Have procurred an image/permission wading thru the wikimania to do my first wiki image post (please standby). Schlüggell 00:13, 18 Mar 2005 (UTC)

nice one

Golan Heights in Israel[edit]

Nimrod castle in the Golan Heights, Israel is maintained by the Israel Park Authority.

Nimrod Castle is maintained by the Israel parks Authority which is definitely not Syria.

Map depiction[edit]

Currently, the Golan Heights is under Israeli control, and since 1981 has been under Israeli civilian control. It has been under Israeli sovereignty for 44 years (1967-2011) while it has been under Syrian control for only 21 years (1946-1967). The current Syrian map depiction is misleading, violates NPOV and has been a source of contention for some time. Initially, I was going to reinsert the Israeli map depiction but realized that others might not be pleased with that for same reasons that I set forth here (just in the reverse). On Commons, they came to somewhat of a decent compromise that merely states the location's geo-coordinates leaving the political element out. I wasn't happy with that but that's the nature of compromise, where no one is ecstatic with the outcome but we can live with it because the alternative means endless bickering. Therefore, the location will be associated with neutral, non-political geo-coordinates. I hope that this satisfies all concerned and welcome any other suggestions.--Jiujitsuguy (talk) 04:10, 8 November 2011 (UTC)[reply]

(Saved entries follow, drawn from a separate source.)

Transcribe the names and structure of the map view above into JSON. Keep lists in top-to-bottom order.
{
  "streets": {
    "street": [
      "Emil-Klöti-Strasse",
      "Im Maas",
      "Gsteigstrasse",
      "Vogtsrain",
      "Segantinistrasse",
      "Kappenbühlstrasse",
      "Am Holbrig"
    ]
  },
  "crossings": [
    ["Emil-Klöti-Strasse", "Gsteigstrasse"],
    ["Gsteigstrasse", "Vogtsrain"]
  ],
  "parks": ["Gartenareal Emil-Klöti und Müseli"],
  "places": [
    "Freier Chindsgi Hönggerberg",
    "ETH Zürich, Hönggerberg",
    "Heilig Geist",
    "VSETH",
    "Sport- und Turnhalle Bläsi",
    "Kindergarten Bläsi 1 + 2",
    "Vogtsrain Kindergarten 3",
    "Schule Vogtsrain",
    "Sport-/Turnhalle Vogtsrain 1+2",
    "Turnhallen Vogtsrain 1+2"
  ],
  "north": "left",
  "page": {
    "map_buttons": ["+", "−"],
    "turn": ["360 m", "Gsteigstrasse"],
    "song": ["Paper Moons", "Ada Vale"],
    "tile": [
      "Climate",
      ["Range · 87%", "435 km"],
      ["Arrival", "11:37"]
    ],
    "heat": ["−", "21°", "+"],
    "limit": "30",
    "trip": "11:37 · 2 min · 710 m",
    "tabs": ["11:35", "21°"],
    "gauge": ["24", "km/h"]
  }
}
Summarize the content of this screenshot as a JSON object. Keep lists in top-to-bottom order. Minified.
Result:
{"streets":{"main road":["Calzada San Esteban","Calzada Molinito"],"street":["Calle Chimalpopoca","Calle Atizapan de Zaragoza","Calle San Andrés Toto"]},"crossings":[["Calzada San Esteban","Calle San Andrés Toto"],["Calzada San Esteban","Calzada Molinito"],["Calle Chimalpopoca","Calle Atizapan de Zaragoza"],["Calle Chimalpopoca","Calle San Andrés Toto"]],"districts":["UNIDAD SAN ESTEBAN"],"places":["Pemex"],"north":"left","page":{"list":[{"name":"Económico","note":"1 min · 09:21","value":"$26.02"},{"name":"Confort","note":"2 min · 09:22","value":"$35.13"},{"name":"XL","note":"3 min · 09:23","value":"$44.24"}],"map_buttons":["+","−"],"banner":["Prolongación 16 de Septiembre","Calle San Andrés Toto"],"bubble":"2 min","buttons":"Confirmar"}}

No, the map shows the location as being in the Golan, which is recognized by nearly the entire world as being in Syria. I am reinserting a map and ask that you get consensus for such edits. nableezy - 13:18, 8 November 2011 (UTC)[reply]
The current map depiction has strong POV overtones and is a digitally altered and skewed map that reflects partisan opinions. The Golan Heights have been under Israeli civilian control for 44.5 years. They have been under Syrian control for only 21. I have compiled a number of maps from reliable sources (including National Geographic and United Press International) showing the Golan as belonging to neither Israel nor Syria. Please note the UPI map.[1][2][3][4][5][6][7][8][9] The Golan remains under defacto Israeli control and it’s disputed status should be reflected on corresponding maps. Moreover, Nimrod's Fort is a tourist attraction and as such it's status should at the very least be shown to be within the area of the controlling sovereign so that the reader who wishes to visit the subject area knows where he/she is going. Accordingly, I have replaced the existing non-neutral, digitally altered, partisan map with a more neutral depiction.--Jiujitsuguy (talk) 02:43, 13 November 2011 (UTC)[reply]
Do you not get tired of playing these games? There are countless scholarly sources that make the status of the Golan clear. Finding some news stories about the Golan does not trump that, and is a blatantly obvious attempt to distort the content of an encyclopedia article to conform to some fantasy world where whatever Israel says goes. Sorry, but this is still an encyclopedia and the scholarly sources that show the international consensus that the Golan is Syrian territory occupied by Israel is not trumped by a selection of news stories. nableezy - 15:26, 13 November 2011 (UTC)[reply]
User:Nableezy, we know this is difficult for you but you must endeavor to comment on edits and not accuse editors of editing in bad faith – "playing games," as you say here. That the Golan Heights are internationally considered Syrian territory occupied by Israel isn't the same as simplistically saying that the Golan is in Syria. It's this difference that makes the map depicting the Golan as part of Syria a POV representation. There's no consensus that it's in Syria any more than there's consensus that it's in Israel. If anything, there're more sources that call the 1974 line the border between Israel and Syria, and this was established at Talk:Golan Heights as I'm sure you remember. Wikipedia isn't allowed to take sides in international disputes. The Golan Heights are internationally considered Syrian territory occupied by Israel and shouldn't be represented as a territory under Syrian control.—Biosketch (talk) 15:45, 13 November 2011 (UTC)[reply]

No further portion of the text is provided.